_ACTIVITY_
Report, from the records below, every line where the word "Order" appears.

_DATA SHOWN_

· · · · ·

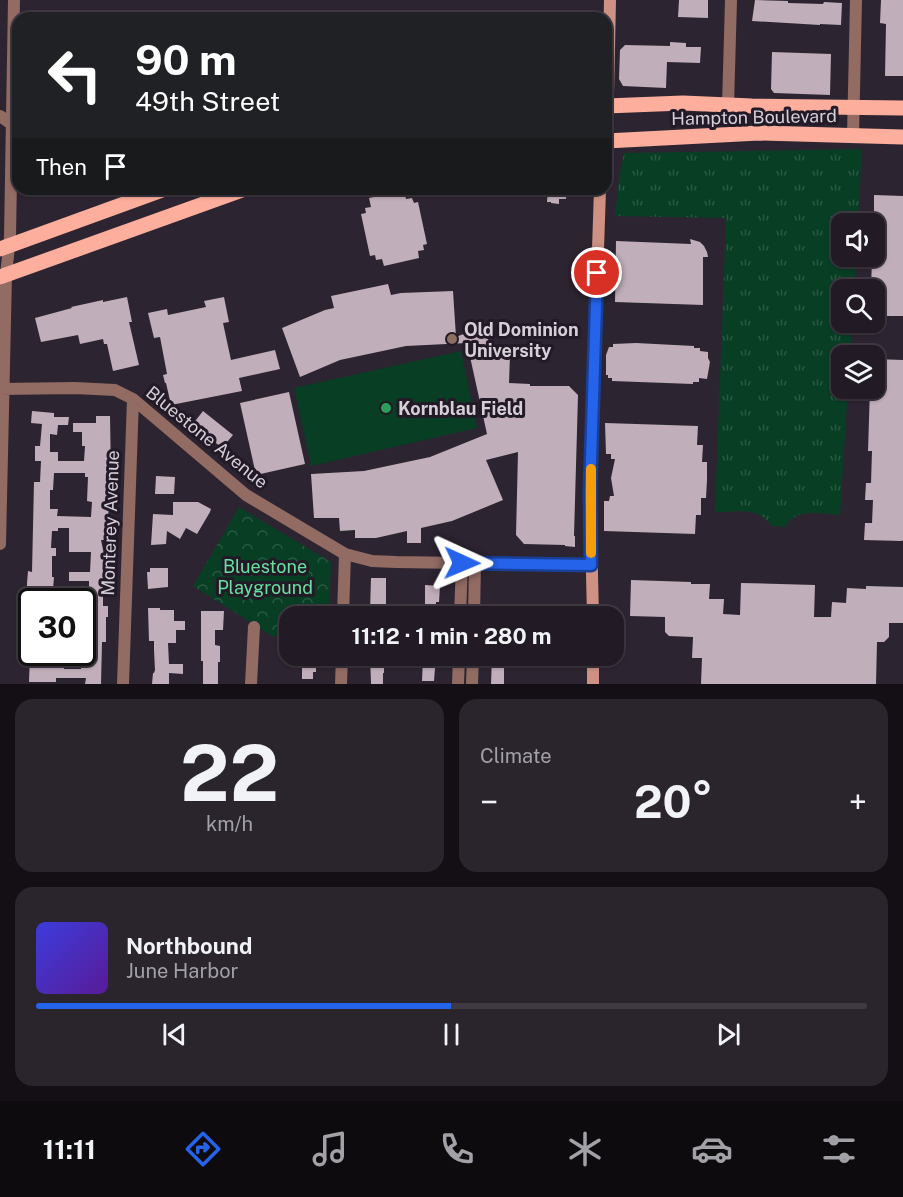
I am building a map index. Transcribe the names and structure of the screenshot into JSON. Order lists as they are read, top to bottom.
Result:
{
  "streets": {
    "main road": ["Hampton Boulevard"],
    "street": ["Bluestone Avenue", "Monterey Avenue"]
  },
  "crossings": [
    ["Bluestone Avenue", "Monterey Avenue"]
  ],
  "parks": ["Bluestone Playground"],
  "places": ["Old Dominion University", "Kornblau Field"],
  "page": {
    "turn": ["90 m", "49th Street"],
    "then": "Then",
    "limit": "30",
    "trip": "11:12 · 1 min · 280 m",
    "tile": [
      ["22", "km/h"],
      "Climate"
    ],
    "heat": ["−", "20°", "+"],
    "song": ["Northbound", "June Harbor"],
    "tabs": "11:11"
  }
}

· · · · ·

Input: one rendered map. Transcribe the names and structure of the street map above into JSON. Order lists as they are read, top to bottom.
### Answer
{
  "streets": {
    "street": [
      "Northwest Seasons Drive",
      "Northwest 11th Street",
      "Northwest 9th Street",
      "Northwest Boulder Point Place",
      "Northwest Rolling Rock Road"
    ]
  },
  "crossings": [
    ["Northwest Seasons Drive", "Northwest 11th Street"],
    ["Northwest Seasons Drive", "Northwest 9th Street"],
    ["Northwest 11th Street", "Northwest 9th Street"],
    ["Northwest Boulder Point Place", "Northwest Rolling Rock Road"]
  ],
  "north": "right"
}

· · · · ·

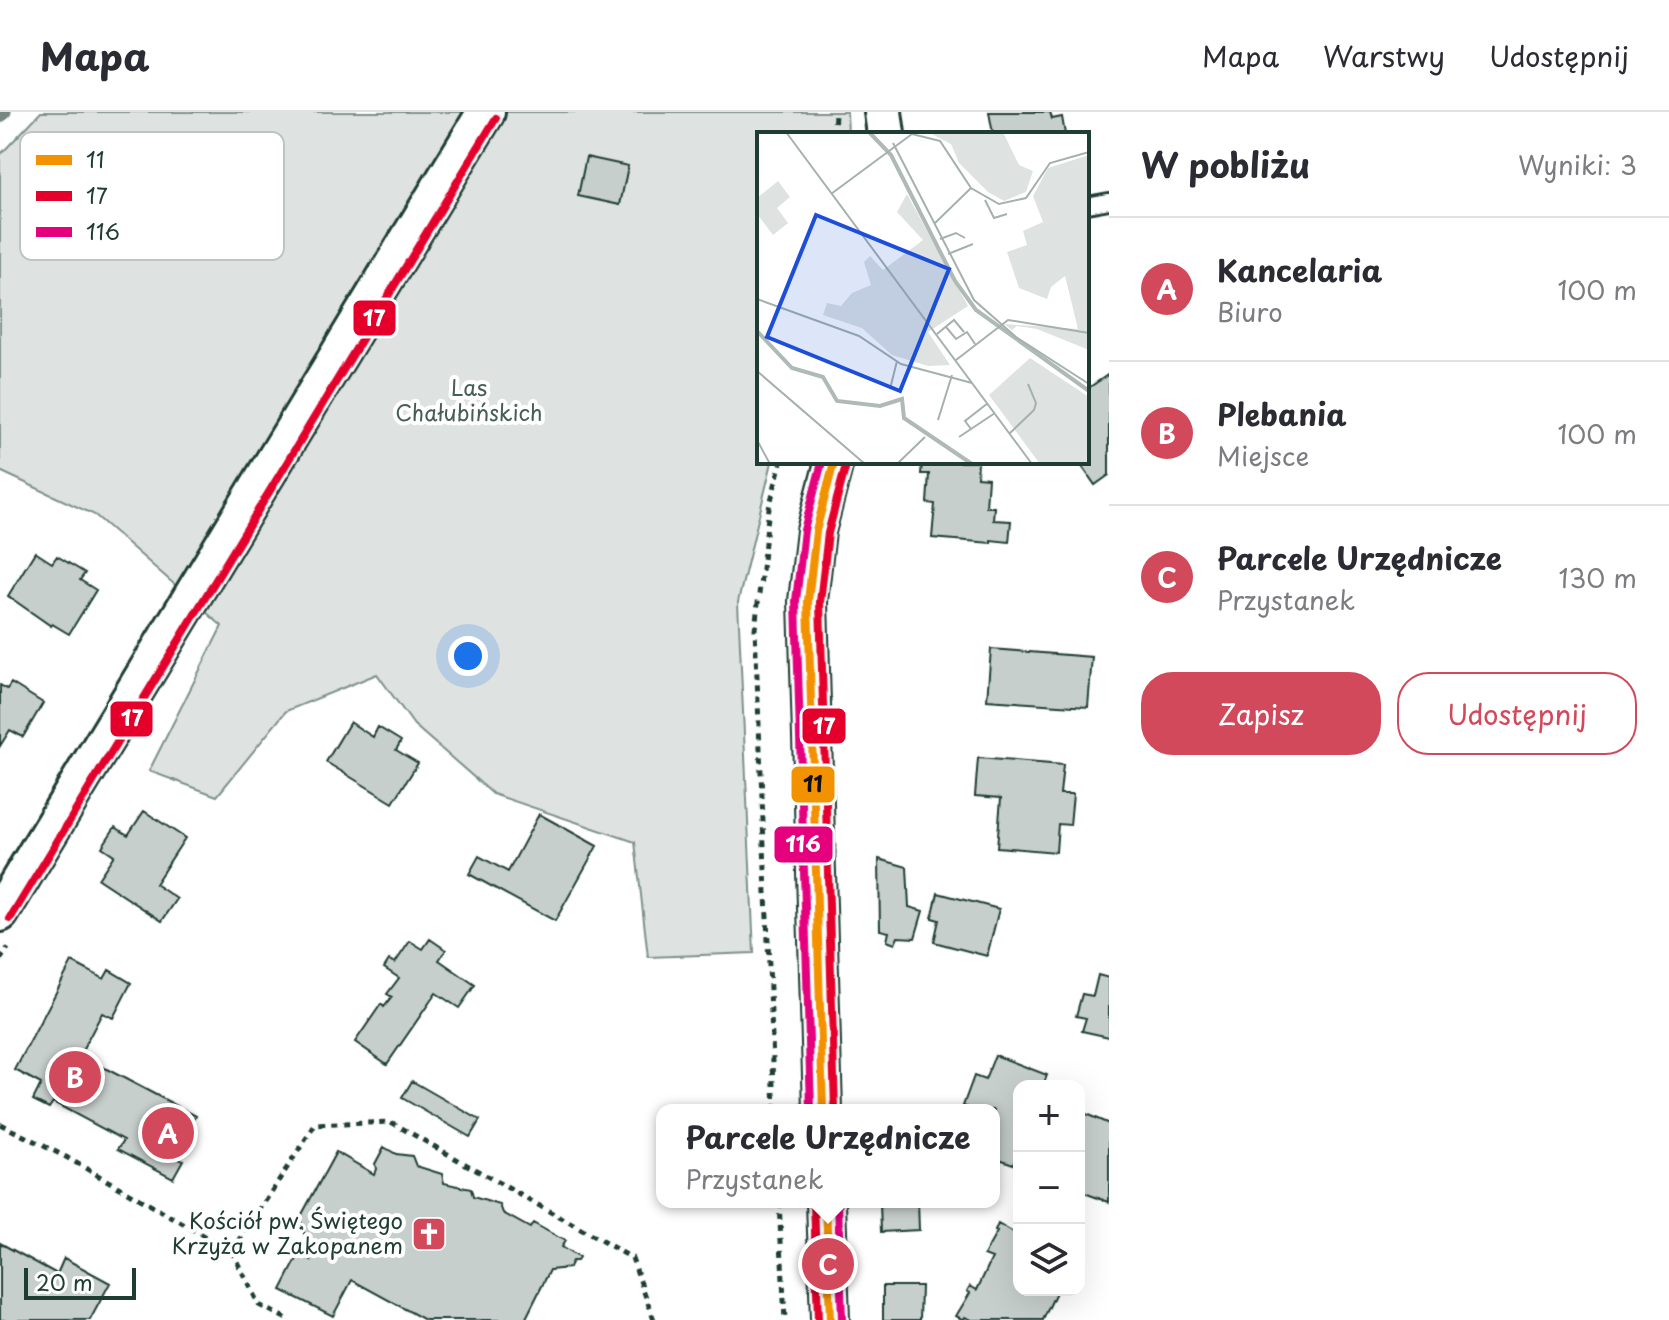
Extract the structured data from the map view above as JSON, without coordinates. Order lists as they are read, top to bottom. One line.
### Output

· · · · ·

_SOLVED PROBLEM_
I am building a map index. Transcribe the names and structure of the screenshot into JSON. Order lists as they are read, top to bottom.
Input: one rendered map. Transcribe the names and structure of the street map above into JSON. Order lists as they are read, top to bottom.
Extract the structured data from the map view above as JSON, without coordinates. Order lists as they are read, top to bottom. One line.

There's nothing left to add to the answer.